-- SUPPLIED MATERIAL follows --
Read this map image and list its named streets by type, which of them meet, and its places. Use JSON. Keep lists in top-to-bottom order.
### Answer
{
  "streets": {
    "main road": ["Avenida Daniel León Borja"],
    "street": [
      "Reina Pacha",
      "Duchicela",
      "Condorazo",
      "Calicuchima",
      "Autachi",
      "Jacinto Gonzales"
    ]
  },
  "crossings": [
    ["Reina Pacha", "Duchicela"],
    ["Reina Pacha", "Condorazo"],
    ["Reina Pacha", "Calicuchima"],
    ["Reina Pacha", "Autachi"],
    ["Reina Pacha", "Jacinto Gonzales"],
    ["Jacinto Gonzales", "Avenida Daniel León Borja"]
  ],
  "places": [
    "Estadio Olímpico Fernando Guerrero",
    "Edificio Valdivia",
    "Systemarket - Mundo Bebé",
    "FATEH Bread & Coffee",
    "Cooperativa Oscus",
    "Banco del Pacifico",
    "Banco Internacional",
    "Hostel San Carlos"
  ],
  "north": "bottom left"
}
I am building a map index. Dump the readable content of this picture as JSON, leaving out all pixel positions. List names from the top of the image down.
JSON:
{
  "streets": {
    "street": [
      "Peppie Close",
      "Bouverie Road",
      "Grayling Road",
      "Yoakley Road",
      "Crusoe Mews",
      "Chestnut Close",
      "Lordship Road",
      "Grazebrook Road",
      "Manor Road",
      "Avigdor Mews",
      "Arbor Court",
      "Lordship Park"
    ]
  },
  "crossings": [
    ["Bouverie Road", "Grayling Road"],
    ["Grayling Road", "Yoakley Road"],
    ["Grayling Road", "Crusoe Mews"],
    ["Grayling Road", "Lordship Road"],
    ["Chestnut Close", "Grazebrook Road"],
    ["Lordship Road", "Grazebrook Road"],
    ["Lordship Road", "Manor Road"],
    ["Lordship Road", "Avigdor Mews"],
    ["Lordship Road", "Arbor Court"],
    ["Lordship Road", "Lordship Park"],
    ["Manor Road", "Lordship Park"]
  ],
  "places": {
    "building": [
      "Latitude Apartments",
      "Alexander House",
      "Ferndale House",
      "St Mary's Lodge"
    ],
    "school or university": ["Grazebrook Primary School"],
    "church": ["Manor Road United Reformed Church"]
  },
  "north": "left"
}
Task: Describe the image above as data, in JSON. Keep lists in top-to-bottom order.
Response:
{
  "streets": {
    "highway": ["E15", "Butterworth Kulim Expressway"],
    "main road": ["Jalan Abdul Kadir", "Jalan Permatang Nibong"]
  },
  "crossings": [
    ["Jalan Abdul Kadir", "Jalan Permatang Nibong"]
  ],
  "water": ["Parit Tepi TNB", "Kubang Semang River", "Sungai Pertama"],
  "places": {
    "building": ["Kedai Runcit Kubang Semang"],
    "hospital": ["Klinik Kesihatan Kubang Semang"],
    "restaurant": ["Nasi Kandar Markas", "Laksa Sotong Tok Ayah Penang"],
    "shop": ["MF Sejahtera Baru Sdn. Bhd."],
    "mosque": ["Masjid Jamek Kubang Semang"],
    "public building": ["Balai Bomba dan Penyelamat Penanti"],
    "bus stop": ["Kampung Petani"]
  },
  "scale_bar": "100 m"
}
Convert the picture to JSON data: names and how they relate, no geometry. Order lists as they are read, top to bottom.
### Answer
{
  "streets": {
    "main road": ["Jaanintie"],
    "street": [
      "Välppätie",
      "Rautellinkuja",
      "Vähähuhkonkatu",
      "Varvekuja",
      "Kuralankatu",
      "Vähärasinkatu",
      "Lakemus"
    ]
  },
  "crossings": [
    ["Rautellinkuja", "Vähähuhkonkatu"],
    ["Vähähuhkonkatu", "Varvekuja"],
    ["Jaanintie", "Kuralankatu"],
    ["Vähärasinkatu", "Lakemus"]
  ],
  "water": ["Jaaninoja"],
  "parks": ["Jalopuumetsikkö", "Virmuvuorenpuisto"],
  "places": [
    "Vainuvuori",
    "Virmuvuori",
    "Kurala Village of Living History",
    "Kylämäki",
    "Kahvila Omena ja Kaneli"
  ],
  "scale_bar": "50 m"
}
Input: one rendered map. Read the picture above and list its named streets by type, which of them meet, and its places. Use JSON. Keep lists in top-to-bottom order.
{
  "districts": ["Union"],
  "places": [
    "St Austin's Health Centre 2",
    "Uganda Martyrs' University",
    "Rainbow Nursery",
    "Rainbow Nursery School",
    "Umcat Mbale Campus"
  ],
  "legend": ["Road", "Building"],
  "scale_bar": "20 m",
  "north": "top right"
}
-- SUPPLIED MATERIAL concluded --
TRY IT:
A faithful, complete copy of the entries above is required.

SOLVED EXERCISE:
Read this map image and list its named streets by type, which of them meet, and its places. Use JSON. Keep lists in top-to-bottom order.
### Answer
{
  "streets": {
    "main road": ["Avenida Daniel León Borja"],
    "street": [
      "Reina Pacha",
      "Duchicela",
      "Condorazo",
      "Calicuchima",
      "Autachi",
      "Jacinto Gonzales"
    ]
  },
  "crossings": [
    ["Reina Pacha", "Duchicela"],
    ["Reina Pacha", "Condorazo"],
    ["Reina Pacha", "Calicuchima"],
    ["Reina Pacha", "Autachi"],
    ["Reina Pacha", "Jacinto Gonzales"],
    ["Jacinto Gonzales", "Avenida Daniel León Borja"]
  ],
  "places": [
    "Estadio Olímpico Fernando Guerrero",
    "Edificio Valdivia",
    "Systemarket - Mundo Bebé",
    "FATEH Bread & Coffee",
    "Cooperativa Oscus",
    "Banco del Pacifico",
    "Banco Internacional",
    "Hostel San Carlos"
  ],
  "north": "bottom left"
}
I am building a map index. Dump the readable content of this picture as JSON, leaving out all pixel positions. List names from the top of the image down.
JSON:
{
  "streets": {
    "street": [
      "Peppie Close",
      "Bouverie Road",
      "Grayling Road",
      "Yoakley Road",
      "Crusoe Mews",
      "Chestnut Close",
      "Lordship Road",
      "Grazebrook Road",
      "Manor Road",
      "Avigdor Mews",
      "Arbor Court",
      "Lordship Park"
    ]
  },
  "crossings": [
    ["Bouverie Road", "Grayling Road"],
    ["Grayling Road", "Yoakley Road"],
    ["Grayling Road", "Crusoe Mews"],
    ["Grayling Road", "Lordship Road"],
    ["Chestnut Close", "Grazebrook Road"],
    ["Lordship Road", "Grazebrook Road"],
    ["Lordship Road", "Manor Road"],
    ["Lordship Road", "Avigdor Mews"],
    ["Lordship Road", "Arbor Court"],
    ["Lordship Road", "Lordship Park"],
    ["Manor Road", "Lordship Park"]
  ],
  "places": {
    "building": [
      "Latitude Apartments",
      "Alexander House",
      "Ferndale House",
      "St Mary's Lodge"
    ],
    "school or university": ["Grazebrook Primary School"],
    "church": ["Manor Road United Reformed Church"]
  },
  "north": "left"
}
Task: Describe the image above as data, in JSON. Keep lists in top-to-bottom order.
Response:
{
  "streets": {
    "highway": ["E15", "Butterworth Kulim Expressway"],
    "main road": ["Jalan Abdul Kadir", "Jalan Permatang Nibong"]
  },
  "crossings": [
    ["Jalan Abdul Kadir", "Jalan Permatang Nibong"]
  ],
  "water": ["Parit Tepi TNB", "Kubang Semang River", "Sungai Pertama"],
  "places": {
    "building": ["Kedai Runcit Kubang Semang"],
    "hospital": ["Klinik Kesihatan Kubang Semang"],
    "restaurant": ["Nasi Kandar Markas", "Laksa Sotong Tok Ayah Penang"],
    "shop": ["MF Sejahtera Baru Sdn. Bhd."],
    "mosque": ["Masjid Jamek Kubang Semang"],
    "public building": ["Balai Bomba dan Penyelamat Penanti"],
    "bus stop": ["Kampung Petani"]
  },
  "scale_bar": "100 m"
}
Convert the picture to JSON data: names and how they relate, no geometry. Order lists as they are read, top to bottom.
### Answer
{
  "streets": {
    "main road": ["Jaanintie"],
    "street": [
      "Välppätie",
      "Rautellinkuja",
      "Vähähuhkonkatu",
      "Varvekuja",
      "Kuralankatu",
      "Vähärasinkatu",
      "Lakemus"
    ]
  },
  "crossings": [
    ["Rautellinkuja", "Vähähuhkonkatu"],
    ["Vähähuhkonkatu", "Varvekuja"],
    ["Jaanintie", "Kuralankatu"],
    ["Vähärasinkatu", "Lakemus"]
  ],
  "water": ["Jaaninoja"],
  "parks": ["Jalopuumetsikkö", "Virmuvuorenpuisto"],
  "places": [
    "Vainuvuori",
    "Virmuvuori",
    "Kurala Village of Living History",
    "Kylämäki",
    "Kahvila Omena ja Kaneli"
  ],
  "scale_bar": "50 m"
}
Input: one rendered map. Read the picture above and list its named streets by type, which of them meet, and its places. Use JSON. Keep lists in top-to-bottom order.
{
  "districts": ["Union"],
  "places": [
    "St Austin's Health Centre 2",
    "Uganda Martyrs' University",
    "Rainbow Nursery",
    "Rainbow Nursery School",
    "Umcat Mbale Campus"
  ],
  "legend": ["Road", "Building"],
  "scale_bar": "20 m",
  "north": "top right"
}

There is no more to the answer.